Indeed, far from improving, the access to sanitation is decreasing year by year in

relative terms from 19% in 1990 to around 10% in 2008 for rural areas, and 44% to
24 % for urban areas for the same period1.
After the earthquake of 12 January 2010, the sanitation infrastructure, already very
insufficient, found themselves destroyed or often not functional, amplifying the coup
challenges in this subsector. In Carrefour-Feuille, a vast grouping of neighborhoods of
the municipality of Port-au-Prince with a population of over 200,000 inhabitants, the
formal public service has difficulty in supplying the population in water and sanitation.
This affects the nature and continuity of services provided and results in an unequal
distribution of public services - where they exist - very low coverage to the needs [1].
The population is so brought to find other sources of supply, in particular with an
informal offer.
One might wonder why this offer is it described as informal and of what does it consist?
To what extent the offer of informal service allows to compensate for the deficit of the
formal system in Carrefour Feuille?
Methodology
Apart from the analysis of existing literature, this research is based on exploratory
conversations with certain actors of both systems; a field survey conducted using a
questionnaire [2] which was administered to a sample of about 285 heads of
households.
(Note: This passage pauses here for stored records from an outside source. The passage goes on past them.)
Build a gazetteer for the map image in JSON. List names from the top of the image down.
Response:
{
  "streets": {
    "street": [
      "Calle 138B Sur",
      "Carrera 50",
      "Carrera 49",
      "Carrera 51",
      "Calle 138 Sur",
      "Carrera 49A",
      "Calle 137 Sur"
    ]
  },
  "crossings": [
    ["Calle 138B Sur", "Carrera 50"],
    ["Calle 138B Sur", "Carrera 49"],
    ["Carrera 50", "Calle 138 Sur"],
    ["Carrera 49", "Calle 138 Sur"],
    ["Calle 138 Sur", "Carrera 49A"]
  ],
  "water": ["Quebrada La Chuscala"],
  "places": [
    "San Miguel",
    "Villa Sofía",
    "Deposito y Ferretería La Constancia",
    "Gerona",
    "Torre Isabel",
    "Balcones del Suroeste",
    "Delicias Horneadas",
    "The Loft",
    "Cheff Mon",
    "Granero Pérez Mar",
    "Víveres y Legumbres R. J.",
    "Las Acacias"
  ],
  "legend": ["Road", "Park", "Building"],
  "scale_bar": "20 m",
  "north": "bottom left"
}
The field of study is both large and heterogeneous; it was divided into
three blocks / areas.
2. Results and Discussion
3.1 The cost of Water in Carrefour-feuille
The results of the interviews and the investigation by questionnaire showed that the
households buy on average 121.8 liters of water a day and the cost of the water supply
can represent between 15 to 20 % of the consumer basket. The average price per
bucket 18.9 liters especially in dry periods can vary between 10 to 38 gourdes in the
informal economy. It is important to notice that within a radius of 50 meters, 56.57 %
of the households find a private individual where they can buy some water. In this way,
the informal offer is not more accessible financially to 'all', but the demand meeting this
offer comes from an arbitration “purchase power-distance” or a choice guided by the
need to satisfy a present consumption at higher cost than waiting for future
consumption at a lower cost.

3.2 Service in the field of the water: part of the formal and the informal
Overall, the formal offer is insufficient to meet the demand of the population, this gap is
filled by the informal offer of service, particularly by the private individuals who resell
the water by bucket (bokit or by drum). Indeed, 51 % of the questioned households
1

(Voir : http://mdgs.un.org/unsd/mdg/Metadata.aspx)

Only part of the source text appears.